Pigliamo il caso che vede protagonista l'onorevole Sandro Biasotti. Ieri mattina il "Secolo XIX" annuncia che sarà il nuovo presidente del porto che c'è l'accordo Governo-Regione. E nel primo pomeriggio la Procura della Repubblica annuncia che sono terminate le indagini sulle "spese pazze" in Regione e che a Biasotti (come pure a Francesco Bruzzone e a Tirreno Bianchi) è stato spedito un avviso di garanzia. L'accusa è grave: peculato.
Il fatto risale al 2008. Biasotti aveva già spiegato tutto alla Corte dei Conti. Poi i giudici amministrativi avevano passato il fascicolo a quelli del penale. Che ora (finalmente) hanno terminato le indagini.
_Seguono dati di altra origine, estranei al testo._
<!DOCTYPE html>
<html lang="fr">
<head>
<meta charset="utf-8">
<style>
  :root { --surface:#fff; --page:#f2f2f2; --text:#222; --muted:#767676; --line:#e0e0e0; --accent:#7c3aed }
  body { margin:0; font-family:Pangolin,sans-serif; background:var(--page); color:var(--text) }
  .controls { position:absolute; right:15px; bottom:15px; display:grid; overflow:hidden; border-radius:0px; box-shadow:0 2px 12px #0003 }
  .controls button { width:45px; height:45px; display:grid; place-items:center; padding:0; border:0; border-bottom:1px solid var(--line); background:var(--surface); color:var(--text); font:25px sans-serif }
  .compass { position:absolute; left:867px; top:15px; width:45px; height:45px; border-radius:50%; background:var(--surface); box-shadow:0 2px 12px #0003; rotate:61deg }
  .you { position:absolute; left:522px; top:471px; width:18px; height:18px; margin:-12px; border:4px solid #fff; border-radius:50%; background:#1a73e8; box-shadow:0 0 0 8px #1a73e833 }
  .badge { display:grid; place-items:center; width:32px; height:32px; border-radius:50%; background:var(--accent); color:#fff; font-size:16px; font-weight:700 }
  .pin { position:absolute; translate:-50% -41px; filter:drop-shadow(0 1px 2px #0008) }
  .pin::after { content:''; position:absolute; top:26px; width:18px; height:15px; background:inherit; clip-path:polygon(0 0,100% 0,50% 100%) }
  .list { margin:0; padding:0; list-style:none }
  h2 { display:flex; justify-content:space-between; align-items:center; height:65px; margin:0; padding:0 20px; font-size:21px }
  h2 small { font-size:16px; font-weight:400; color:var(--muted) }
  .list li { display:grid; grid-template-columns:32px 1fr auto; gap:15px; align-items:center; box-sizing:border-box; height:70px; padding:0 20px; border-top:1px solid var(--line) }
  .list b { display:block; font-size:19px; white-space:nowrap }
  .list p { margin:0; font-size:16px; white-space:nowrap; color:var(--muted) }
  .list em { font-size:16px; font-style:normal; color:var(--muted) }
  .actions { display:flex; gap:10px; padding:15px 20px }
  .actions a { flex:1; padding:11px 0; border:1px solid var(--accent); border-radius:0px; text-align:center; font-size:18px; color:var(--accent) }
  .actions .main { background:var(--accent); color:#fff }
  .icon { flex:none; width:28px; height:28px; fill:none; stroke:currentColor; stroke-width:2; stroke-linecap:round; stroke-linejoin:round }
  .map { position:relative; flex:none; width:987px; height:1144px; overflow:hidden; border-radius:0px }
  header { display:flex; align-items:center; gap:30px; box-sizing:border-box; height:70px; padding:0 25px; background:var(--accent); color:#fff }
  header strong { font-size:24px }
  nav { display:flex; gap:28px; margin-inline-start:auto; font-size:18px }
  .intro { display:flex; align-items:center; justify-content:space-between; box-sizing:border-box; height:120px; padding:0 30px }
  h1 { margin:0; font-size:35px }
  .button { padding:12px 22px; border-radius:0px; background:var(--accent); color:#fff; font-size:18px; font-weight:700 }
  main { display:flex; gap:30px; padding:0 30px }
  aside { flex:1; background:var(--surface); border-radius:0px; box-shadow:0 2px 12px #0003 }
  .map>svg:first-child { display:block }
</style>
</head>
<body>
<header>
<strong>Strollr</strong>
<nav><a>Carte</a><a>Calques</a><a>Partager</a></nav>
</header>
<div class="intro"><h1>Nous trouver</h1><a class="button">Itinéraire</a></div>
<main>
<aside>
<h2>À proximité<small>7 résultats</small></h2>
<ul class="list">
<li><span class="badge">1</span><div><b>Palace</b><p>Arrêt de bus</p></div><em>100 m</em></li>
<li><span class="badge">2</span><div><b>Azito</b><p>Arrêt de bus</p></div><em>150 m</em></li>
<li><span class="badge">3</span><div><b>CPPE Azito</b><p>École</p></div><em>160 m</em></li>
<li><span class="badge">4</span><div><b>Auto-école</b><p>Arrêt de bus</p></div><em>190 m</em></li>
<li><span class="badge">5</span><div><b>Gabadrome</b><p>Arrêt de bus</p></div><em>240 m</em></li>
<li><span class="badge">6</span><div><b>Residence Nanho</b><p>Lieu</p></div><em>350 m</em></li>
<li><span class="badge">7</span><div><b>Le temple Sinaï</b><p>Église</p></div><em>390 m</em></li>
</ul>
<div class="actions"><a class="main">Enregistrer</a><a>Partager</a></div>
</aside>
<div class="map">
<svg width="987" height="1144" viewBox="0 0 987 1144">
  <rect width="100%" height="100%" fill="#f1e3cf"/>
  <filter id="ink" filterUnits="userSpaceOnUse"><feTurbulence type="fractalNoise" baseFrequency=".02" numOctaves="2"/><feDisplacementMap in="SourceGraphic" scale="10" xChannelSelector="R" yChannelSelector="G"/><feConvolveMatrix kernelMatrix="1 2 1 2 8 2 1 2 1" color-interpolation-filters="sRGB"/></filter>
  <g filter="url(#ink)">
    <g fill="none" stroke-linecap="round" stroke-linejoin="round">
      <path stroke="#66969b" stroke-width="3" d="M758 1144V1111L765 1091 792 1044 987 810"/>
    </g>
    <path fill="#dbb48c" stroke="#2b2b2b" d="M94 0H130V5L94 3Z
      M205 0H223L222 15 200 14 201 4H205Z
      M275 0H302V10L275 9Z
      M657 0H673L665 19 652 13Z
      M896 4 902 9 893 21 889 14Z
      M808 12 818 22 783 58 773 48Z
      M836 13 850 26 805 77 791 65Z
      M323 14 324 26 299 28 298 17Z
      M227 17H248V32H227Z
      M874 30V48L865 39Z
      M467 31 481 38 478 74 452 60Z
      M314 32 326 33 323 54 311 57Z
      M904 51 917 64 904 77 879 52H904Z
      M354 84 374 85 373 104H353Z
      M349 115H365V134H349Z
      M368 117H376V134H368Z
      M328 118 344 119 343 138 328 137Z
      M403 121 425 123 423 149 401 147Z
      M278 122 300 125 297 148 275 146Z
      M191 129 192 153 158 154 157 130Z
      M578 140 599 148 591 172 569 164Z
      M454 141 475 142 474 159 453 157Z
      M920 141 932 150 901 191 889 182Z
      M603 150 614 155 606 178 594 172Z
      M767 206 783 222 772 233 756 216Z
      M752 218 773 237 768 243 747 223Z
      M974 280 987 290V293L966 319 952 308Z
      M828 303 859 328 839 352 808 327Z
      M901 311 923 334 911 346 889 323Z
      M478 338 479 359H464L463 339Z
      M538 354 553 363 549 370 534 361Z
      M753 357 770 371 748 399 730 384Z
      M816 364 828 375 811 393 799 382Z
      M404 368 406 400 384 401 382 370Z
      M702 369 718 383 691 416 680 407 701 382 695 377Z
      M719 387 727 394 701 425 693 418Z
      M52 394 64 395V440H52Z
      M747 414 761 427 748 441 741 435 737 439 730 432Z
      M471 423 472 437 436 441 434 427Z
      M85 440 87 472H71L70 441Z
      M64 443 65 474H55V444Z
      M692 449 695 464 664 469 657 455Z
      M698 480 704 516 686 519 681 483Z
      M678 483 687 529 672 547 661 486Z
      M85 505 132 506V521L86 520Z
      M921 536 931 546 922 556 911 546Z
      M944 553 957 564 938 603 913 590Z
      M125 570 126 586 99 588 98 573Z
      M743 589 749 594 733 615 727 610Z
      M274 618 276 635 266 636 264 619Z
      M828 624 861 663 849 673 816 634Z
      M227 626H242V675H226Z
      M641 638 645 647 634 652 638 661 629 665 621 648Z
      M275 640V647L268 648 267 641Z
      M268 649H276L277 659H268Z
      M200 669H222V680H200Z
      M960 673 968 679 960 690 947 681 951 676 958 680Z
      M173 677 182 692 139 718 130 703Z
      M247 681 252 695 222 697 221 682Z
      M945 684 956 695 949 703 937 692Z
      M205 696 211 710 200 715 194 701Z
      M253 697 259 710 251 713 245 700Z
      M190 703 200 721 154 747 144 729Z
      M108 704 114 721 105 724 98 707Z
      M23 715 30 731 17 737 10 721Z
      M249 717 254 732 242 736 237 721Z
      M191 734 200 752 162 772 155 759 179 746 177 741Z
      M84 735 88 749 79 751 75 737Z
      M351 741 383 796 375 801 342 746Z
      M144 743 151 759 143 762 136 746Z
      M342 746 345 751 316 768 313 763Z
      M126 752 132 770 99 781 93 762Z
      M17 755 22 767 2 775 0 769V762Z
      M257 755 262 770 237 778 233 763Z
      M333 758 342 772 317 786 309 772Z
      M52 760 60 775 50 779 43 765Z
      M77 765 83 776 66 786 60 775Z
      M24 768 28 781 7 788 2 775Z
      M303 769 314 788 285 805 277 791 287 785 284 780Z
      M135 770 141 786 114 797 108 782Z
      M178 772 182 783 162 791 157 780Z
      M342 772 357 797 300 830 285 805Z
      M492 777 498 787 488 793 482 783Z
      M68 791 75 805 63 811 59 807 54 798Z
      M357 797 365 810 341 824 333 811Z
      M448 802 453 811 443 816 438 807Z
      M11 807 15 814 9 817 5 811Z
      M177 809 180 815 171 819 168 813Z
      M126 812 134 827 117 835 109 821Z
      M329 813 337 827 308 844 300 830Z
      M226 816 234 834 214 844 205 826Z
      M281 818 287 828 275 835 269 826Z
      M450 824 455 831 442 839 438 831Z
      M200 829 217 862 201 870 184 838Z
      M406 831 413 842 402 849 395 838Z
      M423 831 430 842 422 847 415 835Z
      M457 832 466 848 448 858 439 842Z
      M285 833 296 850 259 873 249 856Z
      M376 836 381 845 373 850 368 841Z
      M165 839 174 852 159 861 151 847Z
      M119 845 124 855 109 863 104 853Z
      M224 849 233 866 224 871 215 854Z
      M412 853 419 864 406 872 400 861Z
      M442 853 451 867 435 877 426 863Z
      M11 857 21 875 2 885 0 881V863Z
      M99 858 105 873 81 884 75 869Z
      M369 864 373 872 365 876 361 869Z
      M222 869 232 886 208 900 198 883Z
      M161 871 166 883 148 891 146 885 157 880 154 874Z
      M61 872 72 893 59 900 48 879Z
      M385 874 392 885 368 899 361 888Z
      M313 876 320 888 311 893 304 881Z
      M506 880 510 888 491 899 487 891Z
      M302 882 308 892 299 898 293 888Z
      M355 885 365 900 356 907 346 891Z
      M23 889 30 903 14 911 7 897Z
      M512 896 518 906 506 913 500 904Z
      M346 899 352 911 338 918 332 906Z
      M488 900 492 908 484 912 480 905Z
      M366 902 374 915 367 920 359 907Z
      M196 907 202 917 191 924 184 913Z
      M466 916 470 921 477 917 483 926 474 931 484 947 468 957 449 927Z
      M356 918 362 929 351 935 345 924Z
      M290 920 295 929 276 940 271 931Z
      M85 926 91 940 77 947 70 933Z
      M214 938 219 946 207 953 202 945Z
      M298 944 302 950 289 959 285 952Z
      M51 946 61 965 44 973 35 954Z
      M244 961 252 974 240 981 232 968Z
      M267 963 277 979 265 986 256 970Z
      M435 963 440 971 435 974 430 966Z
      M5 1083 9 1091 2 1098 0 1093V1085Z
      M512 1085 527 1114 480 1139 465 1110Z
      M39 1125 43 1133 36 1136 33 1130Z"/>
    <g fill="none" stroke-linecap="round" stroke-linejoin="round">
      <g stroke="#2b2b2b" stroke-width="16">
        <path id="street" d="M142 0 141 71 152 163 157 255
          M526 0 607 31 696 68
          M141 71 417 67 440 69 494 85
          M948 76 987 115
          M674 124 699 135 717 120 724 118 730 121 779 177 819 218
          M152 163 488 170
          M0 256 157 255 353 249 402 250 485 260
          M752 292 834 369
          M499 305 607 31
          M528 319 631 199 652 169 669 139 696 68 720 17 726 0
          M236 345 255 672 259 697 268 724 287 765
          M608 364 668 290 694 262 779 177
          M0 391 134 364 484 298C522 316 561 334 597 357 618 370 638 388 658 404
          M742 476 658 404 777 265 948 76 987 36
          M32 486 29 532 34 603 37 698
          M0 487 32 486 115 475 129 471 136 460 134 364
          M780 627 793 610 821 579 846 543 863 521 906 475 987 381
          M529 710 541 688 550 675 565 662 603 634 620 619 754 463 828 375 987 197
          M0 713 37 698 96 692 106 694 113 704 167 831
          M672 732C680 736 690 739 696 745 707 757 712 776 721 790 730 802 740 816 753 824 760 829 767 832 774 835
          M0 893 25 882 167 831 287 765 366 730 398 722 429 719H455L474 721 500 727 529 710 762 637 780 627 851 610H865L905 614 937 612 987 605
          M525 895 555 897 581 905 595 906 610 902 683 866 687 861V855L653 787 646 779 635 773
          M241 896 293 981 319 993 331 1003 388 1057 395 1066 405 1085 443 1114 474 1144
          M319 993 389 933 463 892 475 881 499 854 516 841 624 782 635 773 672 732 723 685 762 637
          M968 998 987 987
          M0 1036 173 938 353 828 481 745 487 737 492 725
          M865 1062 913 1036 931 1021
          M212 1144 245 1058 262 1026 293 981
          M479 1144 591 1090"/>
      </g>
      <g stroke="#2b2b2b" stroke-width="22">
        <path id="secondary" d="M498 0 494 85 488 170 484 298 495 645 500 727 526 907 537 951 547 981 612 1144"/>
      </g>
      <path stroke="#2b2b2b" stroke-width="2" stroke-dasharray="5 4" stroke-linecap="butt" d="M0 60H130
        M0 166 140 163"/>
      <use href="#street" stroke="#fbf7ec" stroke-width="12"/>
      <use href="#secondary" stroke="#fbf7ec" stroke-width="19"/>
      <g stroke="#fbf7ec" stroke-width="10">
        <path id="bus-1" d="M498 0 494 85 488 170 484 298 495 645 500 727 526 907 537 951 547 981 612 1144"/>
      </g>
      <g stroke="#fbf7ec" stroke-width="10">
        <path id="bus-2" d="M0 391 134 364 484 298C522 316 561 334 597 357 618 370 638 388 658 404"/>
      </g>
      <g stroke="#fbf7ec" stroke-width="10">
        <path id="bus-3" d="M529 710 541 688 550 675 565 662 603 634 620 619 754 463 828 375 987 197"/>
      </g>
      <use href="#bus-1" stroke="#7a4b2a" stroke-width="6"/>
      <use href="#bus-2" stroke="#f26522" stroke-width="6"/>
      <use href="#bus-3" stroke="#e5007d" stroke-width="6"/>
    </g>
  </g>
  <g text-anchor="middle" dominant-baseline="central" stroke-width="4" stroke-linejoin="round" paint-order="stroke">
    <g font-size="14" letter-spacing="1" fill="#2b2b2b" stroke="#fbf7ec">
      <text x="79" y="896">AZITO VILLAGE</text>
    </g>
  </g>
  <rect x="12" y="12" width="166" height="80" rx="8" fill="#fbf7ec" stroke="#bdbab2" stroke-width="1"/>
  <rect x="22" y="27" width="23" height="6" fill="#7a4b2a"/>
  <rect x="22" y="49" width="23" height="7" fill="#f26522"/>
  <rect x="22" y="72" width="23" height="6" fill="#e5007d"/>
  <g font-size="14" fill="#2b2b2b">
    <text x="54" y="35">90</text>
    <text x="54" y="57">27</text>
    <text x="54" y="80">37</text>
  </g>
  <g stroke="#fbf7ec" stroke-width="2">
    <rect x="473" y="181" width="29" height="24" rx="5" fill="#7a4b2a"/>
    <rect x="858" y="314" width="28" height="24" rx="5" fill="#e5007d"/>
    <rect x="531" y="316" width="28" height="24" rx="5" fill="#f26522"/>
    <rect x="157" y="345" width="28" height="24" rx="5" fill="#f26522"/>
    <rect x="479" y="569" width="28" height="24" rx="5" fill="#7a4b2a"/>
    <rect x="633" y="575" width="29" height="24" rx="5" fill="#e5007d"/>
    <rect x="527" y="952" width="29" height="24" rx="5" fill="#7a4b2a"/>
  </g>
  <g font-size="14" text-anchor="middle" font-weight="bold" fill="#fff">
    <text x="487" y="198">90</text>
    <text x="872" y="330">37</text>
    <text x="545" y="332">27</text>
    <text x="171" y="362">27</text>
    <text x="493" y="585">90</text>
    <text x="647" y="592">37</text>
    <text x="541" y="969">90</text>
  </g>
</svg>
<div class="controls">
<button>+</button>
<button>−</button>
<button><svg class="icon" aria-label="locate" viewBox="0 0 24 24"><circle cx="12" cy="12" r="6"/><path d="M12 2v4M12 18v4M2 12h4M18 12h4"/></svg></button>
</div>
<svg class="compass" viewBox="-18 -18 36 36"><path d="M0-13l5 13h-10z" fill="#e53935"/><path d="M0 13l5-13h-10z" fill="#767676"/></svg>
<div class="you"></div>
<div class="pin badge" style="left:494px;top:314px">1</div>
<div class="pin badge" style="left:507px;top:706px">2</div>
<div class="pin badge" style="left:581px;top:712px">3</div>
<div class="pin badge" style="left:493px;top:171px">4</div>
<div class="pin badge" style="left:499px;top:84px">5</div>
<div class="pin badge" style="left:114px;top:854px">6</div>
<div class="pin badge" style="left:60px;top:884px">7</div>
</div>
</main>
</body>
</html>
Sempre i giuristi insegnano che tutto finirà in una bolla di sapone. Perché questi reati si prescrivono in 10 anni. E se in 8 anni si è arrivati solo all'avviso di garanzia è impensabile che nei due anni che restano si possa svolgere tutto l'iter: rinvio a giudizio, primo grado, appello, cassazione (e sino al giudizio definitivo c'è la presunzione di innocenza).
Per carità: i giudici non devono fermarsi pensando che tutto il loro lavoro sarà vanificato dalla prescrizione. Hanno il diritto-dovere di andare avanti come se niente fosse. Però un cittadino normale si chiede: se questi sono i tempi della giustizia italiana, si può parlare ancora di giustizia?
Un'altra considerazione è d'obbligo. Biasotti è stato messo sullo stesso piano di chi ha ordinato ostriche e champagne con i soldi dei contribuenti. Non sono un giudice e quindi non posso dire se Biasotti poteva chiedere la consulenza per cambiare nome al gruppo o ordinare quel contratto. Questo lo stabiliranno i magistrati. Però è indubbio che si trattava di attività legate alla politica. Non ci sono state abbuffate. Quando Biasotti ha organizzato ricevimenti, se li è sempre pagati di tasca sua.
E allora perché tutto questo can-can nell'imminenza della sua nomina (già concertata a livello politico) a presidenza dell'Autorità Portuale?
I giuristi spiegheranno che la dietrologia è vietata. Ma al comune cittadino che non ha studiato in quella che viene definita "la culla del diritto" il dubbio resta.